(Saved entries)
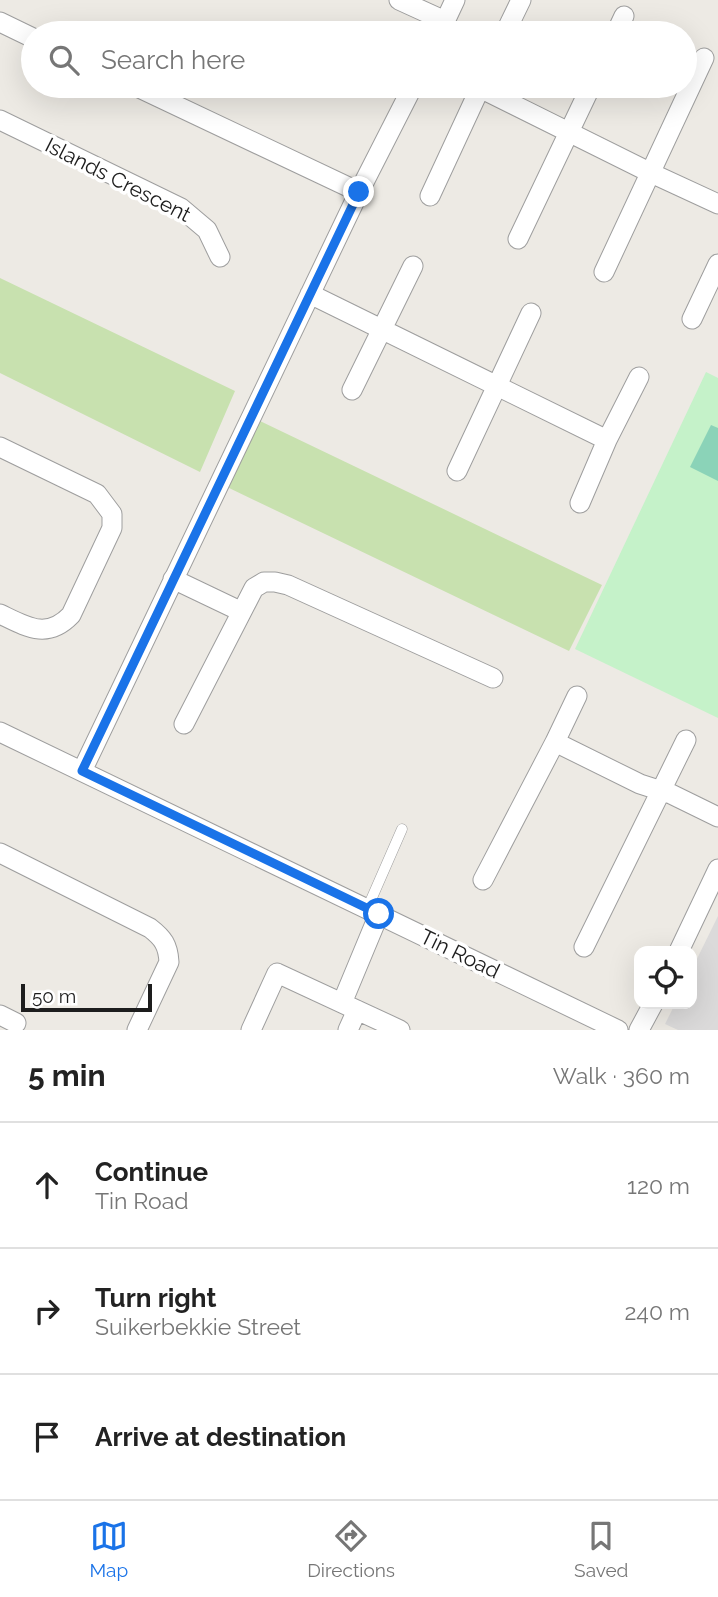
<!DOCTYPE html>
<meta charset="utf-8">
<style>
:root{--surface:#fff;--page:#f6f6f6;--text:#222;--muted:#767676;--line:#e0e0e0;--accent:#1a73e8}
body{margin:0;font-family:Raleway,sans-serif;background:var(--page);color:var(--text)}
.controls{position:absolute;right:21px;bottom:21px;display:grid;overflow:hidden;border-radius:14px;box-shadow:0 7px 28px #0002}
.controls button{width:63px;height:63px;display:grid;place-items:center;padding:0;border:0;border-bottom:2px solid var(--line);background:var(--surface);color:var(--text);font:35px sans-serif}
.scale{position:absolute;left:21px;bottom:18px;width:131px;box-sizing:border-box;padding-left:7px;border:4px solid #1d1d1d;border-top:0;font-size:19px;line-height:24px;white-space:nowrap;color:#1d1d1d;-webkit-text-stroke:5px #fff;paint-order:stroke}
.stop{position:absolute;width:21px;height:21px;margin:-16px;border:5px solid #1a73e8;border-radius:50%;background:#fff}
.stop.end{background:#1a73e8;border-color:#fff;box-shadow:0 2px 7px #0008}
.list{margin:0;padding:0;list-style:none}
h2{display:flex;justify-content:space-between;align-items:center;height:91px;margin:0;padding:0 28px;font-size:30px}
h2 small{font-size:23px;font-weight:400;color:var(--muted)}
.list li{display:grid;grid-template-columns:46px 1fr auto;gap:21px;align-items:center;box-sizing:border-box;height:126px;padding:0 28px;border-top:2px solid var(--line)}
.list b{display:block;font-size:26px;white-space:nowrap}
.list p{margin:0;font-size:23px;white-space:nowrap;color:var(--muted)}
.list em{font-size:23px;font-style:normal;color:var(--muted)}
.icon{flex:none;width:38px;height:38px;fill:none;stroke:currentColor;stroke-width:2;stroke-linecap:round;stroke-linejoin:round}
.map{position:relative;flex:none;width:718px;height:1030px;overflow:hidden}
.search{position:absolute;background:var(--surface);box-shadow:0 7px 28px #0002;left:21px;right:21px;top:21px;height:77px;display:flex;align-items:center;gap:18px;box-sizing:border-box;padding:0 24px;border-radius:38px;color:var(--muted);font-size:26px}
.sheet{height:469px;background:var(--surface)}
nav{display:flex;justify-content:space-around;align-items:center;box-sizing:border-box;height:98px;border-top:2px solid var(--line);background:var(--surface);font-size:19px;color:var(--muted)}
nav a{display:grid;justify-items:center;gap:4px}
nav .on{color:var(--accent)}
.map>svg:first-child{display:block}
</style>
<div class="map">
<svg width="718" height="1030" viewBox="0 0 718 1030">
<rect width="100%" height="100%" fill="#edeae4"/>
<path fill="#dbdada" d="M718 916V1030H678L665 1024 675 1004H692V969Z"/>
<path fill="#c8e1af" d="M0 278 235 391 200 472 0 373Z
M260 421 602 585 569 651 227 487Z"/>
<path fill="#c5f2c9" d="M706 372 718 378V718L575 649Z"/>
<path fill="#8bd3b8" d="M711 425 718 428V481L690 467Z"/>
<g fill="none" stroke-linecap="round" stroke-linejoin="round">
<g stroke="#9e9e9e" stroke-width="11">
<path id="service" d="M367 909 402 829"/>
</g>
<g stroke="#9e9e9e" stroke-width="21">
<path id="minor" d="M399 0 445 21
M0 22 33 38
M440 32 455 0
M505 33 521 0
M616 33 624 16
M135 86 359 192
M476 86 651 173 718 204
M0 120 181 208 207 230 220 257
M430 196 481 86
M518 239 591 86
M604 272 704 58
M310 294 607 440
M692 319 718 264
M352 390 413 266
M0 447 97 494 112 514V528L71 615C47 640 27 627 0 614
M457 471 531 313
M580 503 607 440 639 377
M173 579 240 611
M184 724 254 588 264 582H275L288 585 493 678
M0 732 618 1030
M555 742 577 696
M82 771 359 192 413 86
M0 853 150 928C163 938 168 945 169 962L137 1030
M483 880 555 742 640 784 671 794 718 817
M584 947 686 740
M679 951 718 869
M342 1003 379 914
M0 1015 16 1023
M251 1030 277 973 400 1030
M348 1030 357 1010
M639 1030 653 1004"/>
</g>
<use href="#service" stroke="#fff" stroke-width="10"/>
<use href="#minor" stroke="#fff" stroke-width="19"/>
</g>
<g fill="none" stroke-linecap="round" stroke-linejoin="round">
<path stroke="#1a73e8" stroke-width="9" d="M359 192 82 771 379 914"/>
</g>
<g text-anchor="middle" stroke-width="7" stroke-linejoin="round" paint-order="stroke">
<g font-size="21" fill="#1d1d1d" stroke="#fff">
<text transform="translate(118 180) rotate(27)" y="7">Islands Crescent</text>
<text transform="translate(460 954) rotate(26)" y="7">Tin Road</text>
</g>
</g>
</svg>
<div class="controls">
<button><svg class="icon" aria-label="locate" viewBox="0 0 24 24"><circle cx="12" cy="12" r="6"/><path d="M12 2v4M12 18v4M2 12h4M18 12h4"/></svg></button>
</div>
<div class="scale">50 m</div>
<div class="stop" style="left:379px;top:914px"></div>
<div class="stop end" style="left:359px;top:192px"></div>
<div class="search"><svg class="icon" aria-label="search" viewBox="0 0 24 24"><circle cx="10" cy="10" r="6"/><path d="M15 15l6 6"/></svg>Search here</div>
</div>
<section class="sheet">
<h2>5 min<small>Walk · 360 m</small></h2>
<ul class="list">
<li><svg class="icon" aria-label="ahead" viewBox="0 0 24 24"><path d="M12 20V5M6 11l6-6 6 6"/></svg><div><b>Continue</b><p>Tin Road</p></div><em>120 m</em></li>
<li><svg class="icon" aria-label="right" viewBox="0 0 24 24"><path d="M7 20v-9h11M14 6l5 5-5 5"/></svg><div><b>Turn right</b><p>Suikerbekkie Street</p></div><em>240 m</em></li>
<li><svg class="icon" aria-label="arrive" viewBox="0 0 24 24"><path d="M6 21V4h12l-3 4 3 4H6"/></svg><div><b>Arrive at destination</b></div></li>
</ul>
</section>
<nav>
<a class="on"><svg class="icon" aria-label="map" viewBox="0 0 24 24"><path d="M3 6l6-2 6 2 6-2v14l-6 2-6-2-6 2zM9 4v14M15 6v14"/></svg>Map</a>
<a><svg class="icon" aria-label="directions" viewBox="0 0 24 24"><path d="M12 3l9 9-9 9-9-9zM9 14v-3h6M13 9l2 2-2 2"/></svg>Directions</a>
<a><svg class="icon" aria-label="saved" viewBox="0 0 24 24"><path d="M7 4h10v16l-5-4-5 4z"/></svg>Saved</a>
</nav>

■ WHAT THE TASK ASKS
Reproduce exactly the lines from the one with "3l9 9-9 9-9-9zM9" through the last line of the entries, keeping both of those lines and nothing else.

■ EXPECTED OUTPUT
<a><svg class="icon" aria-label="directions" viewBox="0 0 24 24"><path d="M12 3l9 9-9 9-9-9zM9 14v-3h6M13 9l2 2-2 2"/></svg>Directions</a>
<a><svg class="icon" aria-label="saved" viewBox="0 0 24 24"><path d="M7 4h10v16l-5-4-5 4z"/></svg>Saved</a>
</nav>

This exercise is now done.